Chen Peipei, Qiu Min, Deng Chao, Meng Fenghua, Zhang Jian, Cheng Ru, Zhong Zhiyuan
Biomedical Polymers Laboratory, and Jiangsu Key Laboratory of Advanced Functional Polymer Design and Application, College of Chemistry, Chemical Engineering and Materials Science, Soochow University, Suzhou, 215123, People's Republic of China.
Biomacromolecules. 2015 Apr 13;16(4):1322-30. doi: 10.1021/acs.biomac.5b00113. Epub 2015 Mar 19.
pH-Responsive chimaeric polypeptide-based polymersomes (refer to as pepsomes) were designed and developed from asymmetric poly(ethylene glycol)-b-poly(l-leucine)-b-poly(l-glutamic acid) (PEG-PLeu-PGA, PEG is longer than PGA) triblock copolymers for efficient encapsulation and triggered intracellular delivery of doxorubicin hydrochloride (DOX·HCl). PEG-PLeu-PGA was conveniently prepared by sequential ring-opening polymerization of l-leucine N-carboxyanhydride and γ-benzyl-l-glutamate N-carboxyanhydride using PEG-NH2 as an initiator followed by deprotection. Pepsomes formed from PEG-PLeu-PGA had unimodal distribution and small sizes of 64-71 nm depending on PLeu block lengths. Interestingly, these chimaeric pepsomes while stable at pH 7.4 were quickly disrupted at pH 5.0, likely due to alternation of ionization state of the carboxylic groups in PGA that shifts PGA blocks from hydrophilic and random coil structure into hydrophobic and α-helical structure. DOX·HCl could be actively loaded into the watery core of pepsomes with a high loading efficiency.

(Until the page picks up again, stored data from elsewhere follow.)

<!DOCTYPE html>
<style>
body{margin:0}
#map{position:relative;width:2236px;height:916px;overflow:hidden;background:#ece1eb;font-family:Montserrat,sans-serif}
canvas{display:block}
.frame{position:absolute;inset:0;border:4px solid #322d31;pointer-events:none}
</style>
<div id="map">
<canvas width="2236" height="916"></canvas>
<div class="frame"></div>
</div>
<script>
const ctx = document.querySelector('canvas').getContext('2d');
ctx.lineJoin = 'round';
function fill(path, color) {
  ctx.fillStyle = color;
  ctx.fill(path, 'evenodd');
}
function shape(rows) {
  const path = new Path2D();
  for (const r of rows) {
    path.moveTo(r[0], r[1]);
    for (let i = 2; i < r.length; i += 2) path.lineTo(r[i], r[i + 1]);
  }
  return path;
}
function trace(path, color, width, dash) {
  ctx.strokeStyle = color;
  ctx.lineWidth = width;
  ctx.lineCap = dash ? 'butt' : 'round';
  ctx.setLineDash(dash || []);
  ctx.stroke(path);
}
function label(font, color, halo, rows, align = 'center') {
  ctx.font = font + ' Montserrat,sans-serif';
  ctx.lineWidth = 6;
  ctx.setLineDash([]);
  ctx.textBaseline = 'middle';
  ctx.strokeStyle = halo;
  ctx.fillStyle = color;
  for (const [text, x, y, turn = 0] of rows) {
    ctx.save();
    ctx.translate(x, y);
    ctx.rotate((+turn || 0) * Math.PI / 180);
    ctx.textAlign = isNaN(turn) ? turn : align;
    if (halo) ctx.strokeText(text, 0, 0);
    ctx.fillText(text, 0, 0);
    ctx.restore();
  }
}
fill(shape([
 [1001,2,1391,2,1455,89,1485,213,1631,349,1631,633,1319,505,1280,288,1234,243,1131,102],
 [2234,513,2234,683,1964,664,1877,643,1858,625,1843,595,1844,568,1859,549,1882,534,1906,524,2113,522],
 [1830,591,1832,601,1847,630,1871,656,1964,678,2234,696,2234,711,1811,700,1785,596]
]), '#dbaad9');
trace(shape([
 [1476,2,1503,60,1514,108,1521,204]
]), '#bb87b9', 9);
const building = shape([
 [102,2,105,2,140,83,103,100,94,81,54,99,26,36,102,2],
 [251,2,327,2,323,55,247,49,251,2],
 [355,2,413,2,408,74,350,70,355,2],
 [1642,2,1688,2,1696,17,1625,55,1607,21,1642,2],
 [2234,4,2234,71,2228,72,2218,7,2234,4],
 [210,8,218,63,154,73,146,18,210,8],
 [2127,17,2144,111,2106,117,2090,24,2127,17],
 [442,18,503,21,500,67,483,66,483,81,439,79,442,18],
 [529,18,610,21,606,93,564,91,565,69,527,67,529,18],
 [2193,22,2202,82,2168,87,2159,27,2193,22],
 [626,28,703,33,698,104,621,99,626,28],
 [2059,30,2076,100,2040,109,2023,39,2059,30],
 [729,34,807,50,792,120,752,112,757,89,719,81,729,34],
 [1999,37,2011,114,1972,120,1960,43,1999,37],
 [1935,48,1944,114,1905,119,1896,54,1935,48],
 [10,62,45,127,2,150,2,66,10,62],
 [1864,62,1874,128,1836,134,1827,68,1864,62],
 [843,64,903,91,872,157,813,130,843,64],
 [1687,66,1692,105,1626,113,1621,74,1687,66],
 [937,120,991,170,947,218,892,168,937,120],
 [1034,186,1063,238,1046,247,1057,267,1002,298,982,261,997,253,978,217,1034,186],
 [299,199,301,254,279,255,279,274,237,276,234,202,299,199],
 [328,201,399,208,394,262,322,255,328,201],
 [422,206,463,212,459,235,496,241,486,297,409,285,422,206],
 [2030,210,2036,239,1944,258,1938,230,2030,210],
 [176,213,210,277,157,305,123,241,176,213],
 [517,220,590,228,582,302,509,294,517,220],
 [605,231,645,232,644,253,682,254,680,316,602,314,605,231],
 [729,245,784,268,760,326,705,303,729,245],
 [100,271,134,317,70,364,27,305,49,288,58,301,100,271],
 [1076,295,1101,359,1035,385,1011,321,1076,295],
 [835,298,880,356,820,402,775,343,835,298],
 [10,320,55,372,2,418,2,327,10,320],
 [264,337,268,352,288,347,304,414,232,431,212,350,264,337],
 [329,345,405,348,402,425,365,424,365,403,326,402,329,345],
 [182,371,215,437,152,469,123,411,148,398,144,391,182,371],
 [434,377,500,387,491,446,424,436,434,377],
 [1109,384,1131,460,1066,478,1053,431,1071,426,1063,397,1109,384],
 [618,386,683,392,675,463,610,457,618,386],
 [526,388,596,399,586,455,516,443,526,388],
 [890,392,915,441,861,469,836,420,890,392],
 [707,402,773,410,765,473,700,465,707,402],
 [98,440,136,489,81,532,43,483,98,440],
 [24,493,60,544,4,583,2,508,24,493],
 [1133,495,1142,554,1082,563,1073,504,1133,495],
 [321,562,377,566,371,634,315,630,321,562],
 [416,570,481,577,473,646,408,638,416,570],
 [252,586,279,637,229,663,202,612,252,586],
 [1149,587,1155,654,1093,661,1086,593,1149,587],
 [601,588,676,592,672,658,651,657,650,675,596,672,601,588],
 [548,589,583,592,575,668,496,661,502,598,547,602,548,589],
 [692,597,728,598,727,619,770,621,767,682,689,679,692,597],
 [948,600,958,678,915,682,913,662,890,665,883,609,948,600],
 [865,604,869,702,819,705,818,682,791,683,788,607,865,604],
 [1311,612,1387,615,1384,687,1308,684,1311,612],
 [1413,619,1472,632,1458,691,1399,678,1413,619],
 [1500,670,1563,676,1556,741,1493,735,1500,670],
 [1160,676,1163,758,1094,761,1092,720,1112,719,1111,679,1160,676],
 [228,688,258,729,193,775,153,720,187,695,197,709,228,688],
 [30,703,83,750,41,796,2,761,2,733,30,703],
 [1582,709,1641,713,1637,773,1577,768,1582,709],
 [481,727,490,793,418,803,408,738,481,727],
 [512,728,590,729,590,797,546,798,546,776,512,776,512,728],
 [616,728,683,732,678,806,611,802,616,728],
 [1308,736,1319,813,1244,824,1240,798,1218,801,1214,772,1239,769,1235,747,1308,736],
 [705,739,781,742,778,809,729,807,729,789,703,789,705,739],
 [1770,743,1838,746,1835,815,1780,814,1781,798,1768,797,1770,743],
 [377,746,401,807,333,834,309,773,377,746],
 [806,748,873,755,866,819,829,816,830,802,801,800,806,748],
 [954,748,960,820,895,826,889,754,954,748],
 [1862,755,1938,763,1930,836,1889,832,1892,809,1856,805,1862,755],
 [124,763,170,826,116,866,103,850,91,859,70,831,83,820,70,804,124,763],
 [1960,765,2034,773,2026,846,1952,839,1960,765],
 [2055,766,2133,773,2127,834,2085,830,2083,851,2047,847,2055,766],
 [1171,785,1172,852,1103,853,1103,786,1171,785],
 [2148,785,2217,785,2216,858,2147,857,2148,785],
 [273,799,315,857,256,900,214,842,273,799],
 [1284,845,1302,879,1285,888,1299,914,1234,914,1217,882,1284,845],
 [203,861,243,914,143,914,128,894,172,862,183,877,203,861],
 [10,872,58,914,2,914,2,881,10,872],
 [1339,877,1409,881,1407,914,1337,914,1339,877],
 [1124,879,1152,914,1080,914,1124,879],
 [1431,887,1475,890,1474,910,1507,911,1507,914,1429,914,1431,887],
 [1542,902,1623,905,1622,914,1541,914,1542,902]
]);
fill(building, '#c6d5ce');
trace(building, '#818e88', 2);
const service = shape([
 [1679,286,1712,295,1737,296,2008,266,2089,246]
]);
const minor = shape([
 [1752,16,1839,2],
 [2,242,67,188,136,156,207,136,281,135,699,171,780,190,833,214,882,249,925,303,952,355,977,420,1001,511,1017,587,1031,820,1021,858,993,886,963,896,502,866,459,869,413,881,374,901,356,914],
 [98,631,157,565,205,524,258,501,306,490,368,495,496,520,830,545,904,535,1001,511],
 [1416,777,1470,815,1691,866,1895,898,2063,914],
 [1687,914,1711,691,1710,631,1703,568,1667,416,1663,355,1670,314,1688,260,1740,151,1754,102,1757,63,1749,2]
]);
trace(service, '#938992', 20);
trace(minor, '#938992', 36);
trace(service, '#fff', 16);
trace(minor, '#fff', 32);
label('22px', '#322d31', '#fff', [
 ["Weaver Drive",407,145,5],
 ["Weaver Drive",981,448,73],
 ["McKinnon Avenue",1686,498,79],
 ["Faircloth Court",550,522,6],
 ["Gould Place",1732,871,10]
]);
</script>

Remarkably, the in vitro release studies revealed that release of DOX·HCl was highly dependent on pH, in which about 24.0% and 75.7% of drug was released at pH 7.4 and 5.0, respectively, at 37 °C in 24 h. MTT assays demonstrated that DOX·HCl-loaded pepsomes exhibited high antitumor activity, similar to free DOX·HCl in RAW 264.7 cells. Moreover, they were also potent toward drug-resistant MCF-7 cancer cells (MCF-7/ADR). Confocal microscopy studies showed that DOX·HCl-loaded pepsomes delivered and released drug into the cell nuclei of MCF-7/ADR cells in 4 h, while little DOX·HCl fluorescence was observed in MCF-7/ADR cells treated with free drug under otherwise the same conditions. These chimaeric pepsomes with facile synthesis, efficient drug loading, and pH-triggered drug release behavior are an attractive alternative to liposomes for targeted cancer chemotherapy.
基于pH响应性嵌合多肽的聚合物囊泡(称为胃蛋白酶体)由不对称聚(乙二醇)-b-聚(L-亮氨酸)-b-聚(L-谷氨酸)(PEG-PLeu-PGA,PEG长于PGA)三嵌段共聚物设计并开发而成,用于高效封装和触发盐酸多柔比星(DOX·HCl)的细胞内递送。PEG-PLeu-PGA通过使用PEG-NH2作为引发剂依次进行L-亮氨酸N-羧基环内酸酐和γ-苄基-L-谷氨酸N-羧基环内酸酐的开环聚合,随后进行脱保护方便地制备而成。由PEG-PLeu-PGA形成的胃蛋白酶体具有单峰分布,并且根据PLeu嵌段长度,尺寸为64 - 71 nm。有趣的是,这些嵌合胃蛋白酶体在pH 7.4时稳定,但在pH 5.0时迅速破坏,这可能是由于PGA中羧基的电离状态改变,使PGA嵌段从亲水性无规卷曲结构转变为疏水性α-螺旋结构。DOX·HCl可以以高负载效率主动装载到胃蛋白酶体的水核中。值得注意的是,体外释放研究表明,DOX·HCl的释放高度依赖于pH,在37℃下24小时内,在pH 7.4和pH 5.0时分别释放约24.0%和75.7%的药物。MTT分析表明,负载DOX·HCl的胃蛋白酶体表现出高抗肿瘤活性,类似于RAW 264.7细胞中的游离DOX·HCl。此外,它们对耐药MCF-7癌细胞(MCF-7/ADR)也有效。共聚焦显微镜研究表明,负载DOX·HCl的胃蛋白酶体在4小时内将药物递送并释放到MCF-7/ADR细胞的细胞核中,而在相同条件下用游离药物处理的MCF-7/ADR细胞中几乎观察不到DOX·HCl荧光。这些嵌合胃蛋白酶体具有合成简便、药物负载效率高和pH触发药物释放行为,是用于靶向癌症化疗的脂质体的有吸引力的替代物。